B50 Berlaku Juli 2026, RI Bisa Hemat Rp48 Triliun

Airlangga

Pemerintah Indonesia terus mempercepat transformasi sektor energi melalui kebijakan mandatori biodiesel B50 yang dijadwalkan mulai berlaku pada 1 Juli 2026. Kebijakan ini dinilai mampu menjadi instrumen strategis dalam mengurangi beban subsidi sekaligus memperkuat ketahanan energi nasional.

Menteri Koordinator Bidang Perekonomian, Airlangga Hartarto, menyebut implementasi B50 berpotensi menghasilkan efisiensi anggaran dalam jumlah signifikan. Penghematan tersebut berasal dari berkurangnya ketergantungan pada bahan bakar fosil, khususnya solar impor.

“Penggunaan biodiesel dapat menekan subsidi energi secara besar. Dalam hitungan tahunan, potensi penghematannya bisa mencapai puluhan triliun rupiah,” ujarnya, Rabu, 8 April 2026.

Program B50 sendiri merupakan campuran bahan bakar berbasis minyak nabati sebesar 50 persen—yang berasal dari minyak kelapa sawit atau crude palm oil (CPO)—dengan 50 persen bahan bakar diesel konvensional.

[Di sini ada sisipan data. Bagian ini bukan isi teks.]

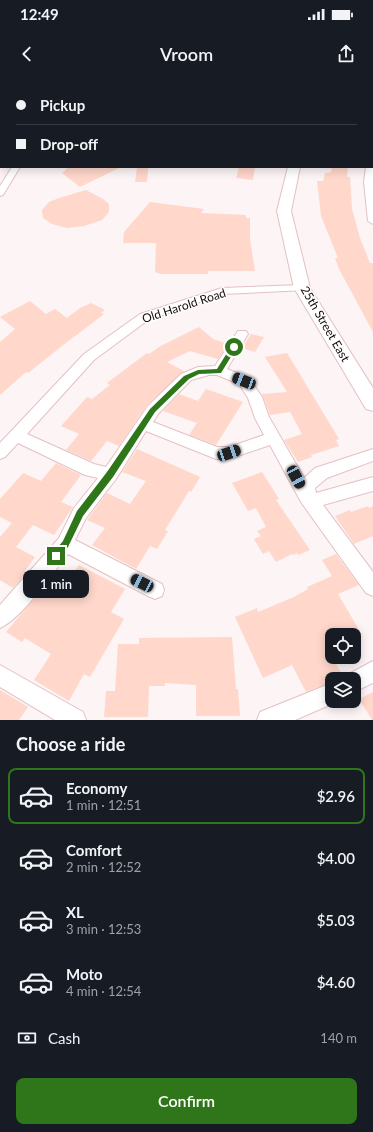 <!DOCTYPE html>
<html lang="en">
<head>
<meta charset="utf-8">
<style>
	body { margin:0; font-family:Lato,sans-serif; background:#20242c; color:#f1f3f6; height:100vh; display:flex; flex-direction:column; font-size:15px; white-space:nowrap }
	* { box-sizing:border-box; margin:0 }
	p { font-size:13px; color:#9ea1a6 }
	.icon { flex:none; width:22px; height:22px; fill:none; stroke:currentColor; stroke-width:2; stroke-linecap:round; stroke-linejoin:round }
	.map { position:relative; height:640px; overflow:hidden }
	.side { display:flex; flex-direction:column; background:#171b24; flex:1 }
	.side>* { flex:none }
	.top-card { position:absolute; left:0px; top:0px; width:373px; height:88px; box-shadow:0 2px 10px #0003; display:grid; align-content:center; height:88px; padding:0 16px; background:#171b24 }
	.buttons { position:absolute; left:325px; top:548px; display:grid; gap:8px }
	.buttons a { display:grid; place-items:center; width:36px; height:36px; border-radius:8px; background:#171b24; box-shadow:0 2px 10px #0003; font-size:20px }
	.end { position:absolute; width:18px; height:18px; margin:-9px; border:5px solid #2f761a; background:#fff; box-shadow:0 0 0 2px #fff }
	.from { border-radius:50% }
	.bubble { position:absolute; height:28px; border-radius:8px; background:#171b24; box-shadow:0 2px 10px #0003; font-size:13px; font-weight:600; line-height:28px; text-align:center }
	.car { position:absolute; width:12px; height:24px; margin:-12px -6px; border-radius:5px; box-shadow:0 0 3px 1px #0007; background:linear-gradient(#222 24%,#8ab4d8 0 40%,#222 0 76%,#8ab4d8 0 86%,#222 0) }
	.top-card b { display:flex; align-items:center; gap:14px; height:38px; font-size:15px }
	.top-card b+b { border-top:1px solid #363941 }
	.top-card i { width:10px; height:10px; background:#f1f3f6 }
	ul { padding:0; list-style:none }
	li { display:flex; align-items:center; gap:12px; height:56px; margin:0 8px 6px; padding:0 8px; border:2px solid transparent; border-radius:8px }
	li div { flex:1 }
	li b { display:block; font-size:15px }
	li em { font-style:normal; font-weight:600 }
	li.current { border-color:#2f761a }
	li>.icon { width:36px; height:36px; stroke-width:1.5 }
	h2 { padding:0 16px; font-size:18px; line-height:48px }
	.pay { display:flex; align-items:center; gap:10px; height:44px; padding:0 16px; font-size:15px }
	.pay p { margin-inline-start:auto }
	.cta { display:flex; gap:8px; margin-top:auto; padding:8px 16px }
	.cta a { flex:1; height:46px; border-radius:8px; background:#2f761a; color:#fff; font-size:16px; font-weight:600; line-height:46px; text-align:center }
	.status { display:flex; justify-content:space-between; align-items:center; height:28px; padding:0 20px; background:#171b24; direction:ltr }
	.status svg { height:11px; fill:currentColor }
	header { display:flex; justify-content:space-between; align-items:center; height:52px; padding:0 16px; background:#171b24; font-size:18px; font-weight:600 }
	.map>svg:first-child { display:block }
	.building { fill:#ffd7cb }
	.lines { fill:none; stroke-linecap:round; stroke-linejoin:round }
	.street-casing { stroke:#e4c0c3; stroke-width:2 }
	.secondary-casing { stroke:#e4c0c3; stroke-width:2 }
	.street { fill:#fff; fill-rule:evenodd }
	.secondary { fill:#fff; fill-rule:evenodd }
	.rail { stroke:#504647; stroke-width:1.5 }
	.route { fill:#2f761a }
	.labels { text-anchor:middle; stroke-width:3; stroke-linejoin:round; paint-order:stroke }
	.street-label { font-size:12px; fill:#150a0b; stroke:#fff }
</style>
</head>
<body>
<div class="status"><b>12:49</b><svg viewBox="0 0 49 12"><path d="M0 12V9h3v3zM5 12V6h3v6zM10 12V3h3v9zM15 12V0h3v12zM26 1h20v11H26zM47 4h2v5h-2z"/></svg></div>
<header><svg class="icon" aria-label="back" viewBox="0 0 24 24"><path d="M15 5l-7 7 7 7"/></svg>Vroom<svg class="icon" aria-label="share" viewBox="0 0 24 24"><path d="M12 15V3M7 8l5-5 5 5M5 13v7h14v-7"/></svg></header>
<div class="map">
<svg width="373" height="640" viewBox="0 0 373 640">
	<rect width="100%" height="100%" fill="#fcf4f5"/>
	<!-- building -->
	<path class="building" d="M69 87H121L80 107 62 93Z
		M239 87H255L253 100 236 98Z
		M332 87H348L347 97H350L352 129 360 158 370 183H373V252L339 189 335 178H338L321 136 317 101H323L325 93 331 92Z
		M137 88H148L147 102H135Z
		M86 110 103 119 109 124V132L102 140 84 146 67 148 52 144 43 138 42 130 49 122 59 118Z
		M150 122 204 129 201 133 246 135V138H250V159L255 191H208V194H161L155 192 156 163H123L124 152Z
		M30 221 46 234 55 229 67 238 80 228 91 223 105 230 101 233 104 234 91 244 67 262 28 293 26 292 0 315V262L15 249 0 237Z
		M199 247 213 259 228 264 218 279 190 271 167 282 184 291 147 325 119 366 107 361 91 381 66 370 79 354 61 346 87 317 92 319 110 305 107 303 147 273 149 274 159 267Z
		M251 254 264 257 255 272 242 268Z
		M287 273 339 359 336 360 339 366 311 375 312 377 298 382 284 360 302 354 290 332 270 335 262 314 287 312 265 277Z
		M206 309 243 322 216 365 189 355 197 343 163 331 179 314 198 321Z
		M137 369 200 397 191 412 189 411 165 450 168 451 157 469 150 466 136 489 92 465 105 448 87 440 107 413 130 424 146 401 122 392Z
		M56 383 81 395 61 422 73 427 54 455 33 445 16 467 35 477 25 491 27 492 13 508 0 500V457L12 443 0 437V419L23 393 41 401Z
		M262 392 279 419 276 420 310 470 298 475 297 473 293 475 292 474 276 482 269 471 263 474 254 459 261 456 257 451 266 447 256 428 248 431 232 403Z
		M368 426 369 428 373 426V456L354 464 335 436 350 430 351 432Z
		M336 474 359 505 338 514 362 555H332V562L325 565 343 596 338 599H332V602L306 612 292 585 263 598 235 537 257 528 258 532 294 517 308 509 307 507 332 496 322 480Z
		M79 485 125 509 111 532 124 539 90 597 84 594 69 621 34 600 51 574 25 558 22 562 6 552 47 503 61 511Z
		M232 557 236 609H238L240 636H196V605L165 603V606H149L148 637H104L106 611H115L118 564H139V558Z
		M0 610 28 627 19 640H0Z
		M373 612V640H372L359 619Z"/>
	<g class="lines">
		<!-- street casing -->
		<g class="street-casing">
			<path id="street" d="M54 0H60V1H54Z
				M199 0H212L213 1H200Z
				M367 0H373L372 2Z
				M372 31H373V35H372Z
				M372 71H373V75H372Z
				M372 85H373V144L368 141 364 102 366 87H372Z
				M12 87H20L3 115 0 116V106Z
				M302 205 306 206 308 208 306 210 223 214 148 240 94 280 27 354 94 384 106 387 148 326 181 294 198 287 215 286 238 251H246L248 254 227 289 249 298 262 317 269 337 304 398 315 388 373 369V381L327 398 315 408 316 413 373 397V411L323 425 373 492V516L366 513 301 422 270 365 229 379H216L146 351 116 399 86 438 75 460 162 504 164 510 162 516 155 519 148 516 68 474C52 494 22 538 0 548V525L59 458 74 428 98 398 85 395 18 363 5 377 0 379V363L84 274 140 234 222 208ZM209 295H217L239 304 248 318 255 338 264 355 229 367H217L153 342 158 334 191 300Z
				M373 581V603L354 612V599H345L347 595Z
				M0 585 83 632 86 640H55L0 607Z
				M332 603V621H339L295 640H257L260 632Z"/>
		</g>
		<!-- secondary casing -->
		<g class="secondary-casing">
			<path id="secondary" d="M334 0H342V1H334Z
				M288 87H300L291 131 310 208 373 308V331L366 329 294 208 277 131Z"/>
		</g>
		<!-- street -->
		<use href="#street" class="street"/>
		<!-- secondary -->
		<use href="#secondary" class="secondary"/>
		<!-- rail -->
		<path class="rail" d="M38 0 46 1"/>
	</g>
	<!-- route -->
	<path class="route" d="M232 265 237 267 221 293 199 294 189 299 155 332 113 397 83 436 68 467 58 478H53V473L63 461 77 431 107 392 150 329 184 296 198 290 217 289Z"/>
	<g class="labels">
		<!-- street labels -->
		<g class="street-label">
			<text transform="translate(184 226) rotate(-18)" y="4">Old Harold Road</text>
			<text transform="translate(325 244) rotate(60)" y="4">25th Street East</text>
		</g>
	</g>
</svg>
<div class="buttons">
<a><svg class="icon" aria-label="locate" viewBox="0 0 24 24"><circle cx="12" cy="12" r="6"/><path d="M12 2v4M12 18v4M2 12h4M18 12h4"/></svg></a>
<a><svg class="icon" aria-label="layers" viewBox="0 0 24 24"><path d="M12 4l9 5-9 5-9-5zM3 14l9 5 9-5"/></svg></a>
</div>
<i class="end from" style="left:234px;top:267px"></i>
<i class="end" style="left:56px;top:476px"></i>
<div class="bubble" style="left:23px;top:490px;width:66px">1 min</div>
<i class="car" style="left:244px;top:301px;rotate:291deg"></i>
<i class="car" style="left:229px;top:373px;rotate:71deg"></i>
<i class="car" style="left:296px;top:397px;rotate:152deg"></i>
<i class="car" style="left:142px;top:503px;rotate:297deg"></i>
<div class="top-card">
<b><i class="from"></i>Pickup</b>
<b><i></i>Drop-off</b>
</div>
</div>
<section class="side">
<h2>Choose a ride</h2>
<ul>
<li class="current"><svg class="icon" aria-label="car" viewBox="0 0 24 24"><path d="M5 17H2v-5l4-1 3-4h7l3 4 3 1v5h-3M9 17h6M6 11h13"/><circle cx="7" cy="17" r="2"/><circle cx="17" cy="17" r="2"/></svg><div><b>Economy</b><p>1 min · 12:51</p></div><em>$2.96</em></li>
<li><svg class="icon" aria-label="car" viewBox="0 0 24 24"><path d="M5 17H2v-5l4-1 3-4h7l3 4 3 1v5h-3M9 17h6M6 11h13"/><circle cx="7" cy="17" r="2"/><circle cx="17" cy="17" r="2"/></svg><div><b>Comfort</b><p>2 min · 12:52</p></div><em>$4.00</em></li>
<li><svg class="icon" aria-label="car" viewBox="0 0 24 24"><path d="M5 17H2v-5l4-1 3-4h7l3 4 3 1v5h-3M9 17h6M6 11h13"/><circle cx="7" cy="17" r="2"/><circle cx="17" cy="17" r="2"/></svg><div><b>XL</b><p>3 min · 12:53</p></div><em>$5.03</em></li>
<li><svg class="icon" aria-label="car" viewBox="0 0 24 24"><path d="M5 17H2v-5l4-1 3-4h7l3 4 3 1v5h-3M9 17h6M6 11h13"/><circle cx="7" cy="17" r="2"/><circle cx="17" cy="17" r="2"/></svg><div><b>Moto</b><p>4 min · 12:54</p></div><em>$4.60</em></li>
</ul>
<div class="pay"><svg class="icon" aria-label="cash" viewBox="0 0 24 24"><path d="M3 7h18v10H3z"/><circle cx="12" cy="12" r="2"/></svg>Cash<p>140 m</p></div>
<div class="cta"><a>Confirm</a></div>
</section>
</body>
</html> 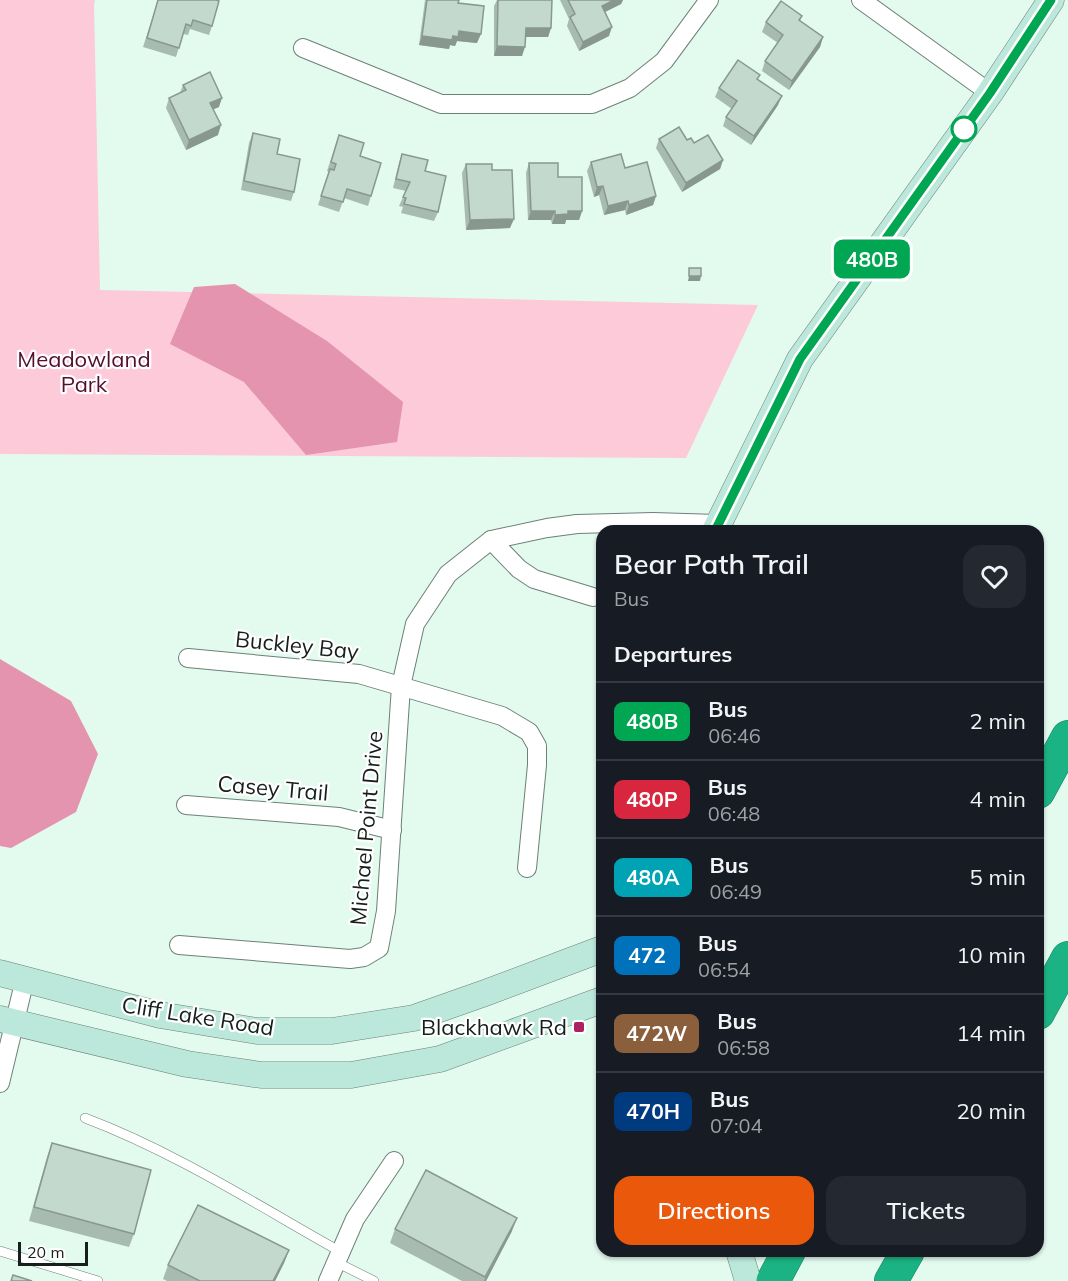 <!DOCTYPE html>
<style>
body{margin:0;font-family:Mulish,sans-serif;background:#242831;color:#f1f3f6;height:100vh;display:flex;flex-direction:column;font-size:22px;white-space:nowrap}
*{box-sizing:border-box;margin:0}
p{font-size:20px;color:#9ea1a6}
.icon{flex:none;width:33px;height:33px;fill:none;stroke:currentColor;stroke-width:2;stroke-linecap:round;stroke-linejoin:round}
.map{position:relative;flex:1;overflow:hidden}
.details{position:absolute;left:596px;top:525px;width:448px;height:732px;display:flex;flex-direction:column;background:#171b24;border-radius:18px;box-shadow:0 2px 4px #0004}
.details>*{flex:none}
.badge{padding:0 12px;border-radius:9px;font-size:21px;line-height:39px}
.scale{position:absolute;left:18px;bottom:15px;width:70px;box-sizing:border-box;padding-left:6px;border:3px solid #161f1b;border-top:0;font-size:16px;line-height:21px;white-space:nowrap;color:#161f1b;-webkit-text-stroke:4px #fff;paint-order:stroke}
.map>.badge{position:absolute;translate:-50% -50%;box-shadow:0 0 0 3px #fff}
h2{padding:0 18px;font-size:22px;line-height:54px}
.round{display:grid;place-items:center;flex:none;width:63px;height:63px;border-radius:18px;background:#242831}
.headline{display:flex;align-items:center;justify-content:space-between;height:102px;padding:0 18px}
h1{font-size:28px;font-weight:600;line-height:45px}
.cta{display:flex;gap:12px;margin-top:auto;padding:12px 18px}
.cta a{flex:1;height:69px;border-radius:18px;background:#ea580c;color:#fff;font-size:24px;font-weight:600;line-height:69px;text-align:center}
.cta a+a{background:#242831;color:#f1f3f6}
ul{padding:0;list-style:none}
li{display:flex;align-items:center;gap:18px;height:78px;padding:0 18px;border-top:2px solid #363941}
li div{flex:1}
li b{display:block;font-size:22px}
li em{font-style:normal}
li .badge{min-width:66px;font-weight:700;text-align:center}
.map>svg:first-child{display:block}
.green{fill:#fccad9}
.water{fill:#e494ae}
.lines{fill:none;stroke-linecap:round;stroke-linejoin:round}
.lane-casing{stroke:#6c8177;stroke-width:10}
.street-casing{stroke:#6c8177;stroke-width:20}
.secondary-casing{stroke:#6c8177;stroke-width:27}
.highway-casing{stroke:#197f5f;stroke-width:34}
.lane{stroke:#fff;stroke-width:9}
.street{stroke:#fff;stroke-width:18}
.secondary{stroke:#bbe8da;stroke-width:26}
.highway{stroke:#1bb383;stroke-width:33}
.wall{fill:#a8bbb1}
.shaded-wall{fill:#889890}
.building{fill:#c3d9ce;stroke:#889890;stroke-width:1.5}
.line-casing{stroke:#fff;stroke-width:14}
.line{stroke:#00a651;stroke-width:9}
.stop-dot{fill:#fff;stroke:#00a651;stroke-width:3}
.poi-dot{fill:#ad2161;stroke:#fff;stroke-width:2}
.labels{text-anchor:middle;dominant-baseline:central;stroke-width:4.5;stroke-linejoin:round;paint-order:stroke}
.park-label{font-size:22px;fill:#550f2e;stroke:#fff}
.street-label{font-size:22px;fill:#161f1b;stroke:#fff}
.poi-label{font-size:22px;fill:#161f1b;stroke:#fff;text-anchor:end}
</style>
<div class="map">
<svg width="1068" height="1281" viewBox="0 0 1068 1281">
<rect width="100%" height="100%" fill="#e3faee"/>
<!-- green -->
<polygon class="green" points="0,0 95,0 94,5 100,290 758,305 686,458 0,454"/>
<!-- water -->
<g class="water">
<polygon points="235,284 327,341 403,402 397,442 306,455 244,382 170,344 194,287"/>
<polygon points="0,659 71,701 98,754 76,812 11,848 0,846"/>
</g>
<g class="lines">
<!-- lane casing -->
<g class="lane-casing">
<g id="lane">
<path d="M85,1118C175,1152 257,1205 341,1252"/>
<polyline points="0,1251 98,1281"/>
<polyline points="336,1262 374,1281"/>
</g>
</g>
<!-- street casing -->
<g class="street-casing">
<g id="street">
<polyline points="861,0 990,93"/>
<polyline points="303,48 441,104 592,104 630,88 664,61 709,0"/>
<polyline points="491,540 519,569 534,579 593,597"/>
<polyline points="188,658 359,674 502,716 529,732 537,746 537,765 527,868"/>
<polyline points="186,805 339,817 392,830"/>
<polyline points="179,945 350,959 364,957 379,948 386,911 401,686 415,624 448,574 491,540 547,528 577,524 653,522 718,524"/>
<polyline points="0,1083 25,979"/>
<polyline points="328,1281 355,1219 394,1161"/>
</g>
</g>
<!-- secondary casing -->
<g class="secondary-casing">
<g id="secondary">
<polyline points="715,531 800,359 990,93 1051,0"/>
<polyline points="0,973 160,1015 257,1031 332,1031 414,1018 485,993 602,949"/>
<polyline points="0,1019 187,1064 261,1075 351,1075 440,1059 602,1000"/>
<polyline points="739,1251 748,1281"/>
</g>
</g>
<!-- highway casing -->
<g class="highway-casing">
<g id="highway">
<polyline points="1038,792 1068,737"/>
<polyline points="1038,1013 1068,958"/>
<polyline points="773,1281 789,1251"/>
<polyline points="891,1281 908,1251"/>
</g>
</g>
<!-- lane -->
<use href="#lane" class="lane"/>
<!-- street -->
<use href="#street" class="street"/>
<!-- secondary -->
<use href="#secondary" class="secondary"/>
<!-- highway -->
<use href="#highway" class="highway"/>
</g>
<!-- wall -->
<g class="wall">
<polygon points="158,0 216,0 212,26 209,35 190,29 188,35 183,34 176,57 143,47"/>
<polygon points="425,0 459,0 458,3 477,43 457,41 455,46 450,45 449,49 419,45"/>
<polygon points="497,0 552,0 551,28 548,37 525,37 522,56 494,56 494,6"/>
<polygon points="560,0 623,0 621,4 605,12 609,36 579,51 567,26 569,19"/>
<polygon points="802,16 800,21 823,37 820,47 789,90 762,71 765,61 778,43 762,32 766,22"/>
<polygon points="758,80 778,105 751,145 723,126 726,117 732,109 715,97 719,88"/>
<polygon points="183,85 219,107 213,109 218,135 186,150 166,108 169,98 180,93"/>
<polygon points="253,133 277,154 294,192 291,201 241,190 249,143"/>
<polygon points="339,135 360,156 371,196 368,206 344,198 339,212 318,205 329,172 327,171"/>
<polygon points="659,139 687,140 694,143 723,160 720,169 682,192 656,148"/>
<polygon points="402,154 425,171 438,212 434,221 401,213 403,207 399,206 406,191 393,188 399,163"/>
<polygon points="591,162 656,196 653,205 626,215 625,210 604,215 599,195 594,197 587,171"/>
<polygon points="529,163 558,177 582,211 579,220 566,220 565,224 552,224 551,220 528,220 526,173"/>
<polygon points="466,164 492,170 510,228 466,230 462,173"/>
<polygon points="52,1143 134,1234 129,1247 29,1221 47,1157"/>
<polygon points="395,1229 512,1231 486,1281 462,1281 390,1243"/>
<polygon points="289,1250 284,1263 275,1281 167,1281 163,1279 168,1265"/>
</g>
<!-- shaded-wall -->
<g class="shaded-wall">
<polygon points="614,0 623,0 621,4 599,15 602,6"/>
<polygon points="612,27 609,36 579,51 583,42"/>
<polygon points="526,28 551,28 548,37 522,37"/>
<polygon points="459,31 481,34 477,43 457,41 455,46 450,45 449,49 419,45 422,36 453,36"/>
<polygon points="823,37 820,47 789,90 792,81"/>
<polygon points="497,46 525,47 522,56 494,56"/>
<polygon points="782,96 778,105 751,145 754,136"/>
<polygon points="222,98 219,107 207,112 210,103"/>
<polygon points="221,125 218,135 186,150 189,140"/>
<polygon points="723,160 720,169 682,192 686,183"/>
<polygon points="603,186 599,195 594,197 597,187"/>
<polygon points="656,196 653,205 626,215 629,205"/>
<polygon points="628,201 625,210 604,215 608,206"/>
<polygon points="531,211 555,211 551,220 528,220"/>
<polygon points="568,211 582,211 579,220 566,220 565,224 552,224 555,215"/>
<polygon points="514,219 510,228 466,230 470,220"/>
<polygon points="689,276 701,276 700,281 688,281"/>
<polygon points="517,1218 512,1231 486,1281 484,1281"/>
<polygon points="289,1250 284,1263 275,1281 273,1281"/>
</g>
<!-- building -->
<g class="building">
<polygon points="158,0 216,0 219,1 212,26 193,20 191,26 186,24 179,48 147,38"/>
<polygon points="427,0 459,0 458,3 484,6 481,34 459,31 458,37 453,36 452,40 422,36"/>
<polygon points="498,0 552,0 551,28 526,28 525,47 497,46"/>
<polygon points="568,0 614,0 602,6 612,27 583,42 570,17 575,14"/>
<polygon points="781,1 802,16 799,20 823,37 792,81 765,61 783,35 766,22"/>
<polygon points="738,60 760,75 757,79 782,96 754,136 726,117 737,101 719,88"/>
<polygon points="210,72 222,98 210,103 221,125 189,140 169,98 186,90 183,85"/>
<polygon points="679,127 687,140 691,138 694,143 708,135 723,160 686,183 659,139"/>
<polygon points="253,133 280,139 277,154 300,159 294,192 244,181"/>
<polygon points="339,135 364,143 360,156 381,163 371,196 347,189 343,202 321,196 330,169 334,170 336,164 331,162"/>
<polygon points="402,154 428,160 425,171 446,176 438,212 404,204 406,198 403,197 410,182 396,179"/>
<polygon points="621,154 625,168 647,162 656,196 629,205 628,201 608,206 603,186 597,187 591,162"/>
<polygon points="529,163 558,163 558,177 582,177 582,211 568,211 568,214 555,215 555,211 531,211"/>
<polygon points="466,164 492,164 492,170 512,170 514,219 470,220"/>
<rect x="689" y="268" width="12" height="8"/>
<polygon points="52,1143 151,1170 134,1234 34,1207"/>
<polygon points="426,1170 517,1218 485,1277 395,1229"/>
<polygon points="198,1205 289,1250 273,1281 200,1281 168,1265"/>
<polygon points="13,1275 32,1281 11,1281"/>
</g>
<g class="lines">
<!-- line casing -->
<g class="line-casing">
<polyline id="line" points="715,531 800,359 990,93 1051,0"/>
</g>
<!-- line -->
<use href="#line" class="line"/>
</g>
<!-- markers -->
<circle class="stop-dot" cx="964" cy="129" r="12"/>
<rect class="poi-dot" x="573" y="1021" width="12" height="12" rx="3"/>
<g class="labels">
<!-- park labels -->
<g class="park-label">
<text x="84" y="359">Meadowland<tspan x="84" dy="25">Park</tspan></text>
</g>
<!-- street labels -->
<g class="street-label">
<text transform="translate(297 645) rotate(6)">Buckley Bay</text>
<text transform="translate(273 788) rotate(5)">Casey Trail</text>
<text transform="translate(366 828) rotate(-85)">Michael Point Drive</text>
<text transform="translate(198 1016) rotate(9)">Cliff Lake Road</text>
</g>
<!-- poi labels -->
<g class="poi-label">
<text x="567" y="1027">Blackhawk Rd</text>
</g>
</g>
</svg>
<div class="scale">20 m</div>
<b class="badge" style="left:872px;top:259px;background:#00a651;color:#fff">480B</b>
<section class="details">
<div class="headline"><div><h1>Bear Path Trail</h1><p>Bus</p></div><a class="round"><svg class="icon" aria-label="heart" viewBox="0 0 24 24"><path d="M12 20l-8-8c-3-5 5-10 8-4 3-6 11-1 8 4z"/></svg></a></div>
<h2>Departures</h2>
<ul>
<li><span class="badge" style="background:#00a651;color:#fff">480B</span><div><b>Bus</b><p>06:46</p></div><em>2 min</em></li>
<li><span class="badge" style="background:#d7263d;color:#fff">480P</span><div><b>Bus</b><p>06:48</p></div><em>4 min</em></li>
<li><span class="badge" style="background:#00a3b4;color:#fff">480A</span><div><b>Bus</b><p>06:49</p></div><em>5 min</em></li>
<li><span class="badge" style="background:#0072bc;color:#fff">472</span><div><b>Bus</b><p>06:54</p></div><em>10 min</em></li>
<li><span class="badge" style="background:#8b5e3c;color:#fff">472W</span><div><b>Bus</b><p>06:58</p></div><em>14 min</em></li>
<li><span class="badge" style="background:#003b80;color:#fff">470H</span><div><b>Bus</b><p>07:04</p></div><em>20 min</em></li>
</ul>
<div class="cta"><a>Directions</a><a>Tickets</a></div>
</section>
</div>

Selain berdampak pada penghematan fiskal, kebijakan ini juga diproyeksikan mampu menekan impor BBM hingga sekitar 4 juta kiloliter per tahun. Langkah tersebut menjadi bagian dari upaya pemerintah dalam mengurangi defisit neraca energi.

Airlangga menambahkan, bahkan dalam jangka waktu enam bulan, penggunaan biodiesel sudah menunjukkan potensi penghematan yang cukup signifikan, baik dari sisi subsidi maupun konsumsi bahan bakar fosil.

Di sisi teknis, Menteri Energi dan Sumber Daya Mineral, Bahlil Lahadalia, memastikan bahwa uji coba B50 hampir rampung dan siap memasuki tahap implementasi penuh.

Menurutnya, hasil pengujian menunjukkan bahwa kualitas bahan bakar B50 telah memenuhi standar yang ditetapkan, termasuk dari aspek kandungan air, stabilitas oksidasi, serta komposisi fatty acid methyl ester (FAME).

“Kami optimistis B50 siap dijalankan sesuai jadwal, karena seluruh parameter teknis sudah memenuhi ketentuan,” kata Bahlil.

Pemerintah juga melihat peluang adanya surplus pasokan solar di dalam negeri, terutama dengan mulai beroperasinya proyek kilang Refinery Development Master Plan (RDMP) Balikpapan di Kalimantan Timur.

Implementasi B50 akan difokuskan pada sektor-sektor dengan kebutuhan energi tinggi, seperti industri dan pertambangan, yang dinilai mampu menyerap penggunaan biodiesel secara optimal.

Kebijakan ini merupakan kelanjutan dari program biodiesel sebelumnya, yakni B40 yang telah diterapkan secara nasional sejak awal 2025. Keberhasilan program tersebut menjadi pijakan kuat bagi pemerintah untuk melangkah ke tahap berikutnya.

Secara keseluruhan, pengembangan biodiesel tidak hanya berdampak pada efisiensi ekonomi, tetapi juga memberikan kontribusi terhadap penurunan emisi gas rumah kaca, peningkatan nilai tambah komoditas sawit domestik, serta penguatan kemandirian energi Indonesia.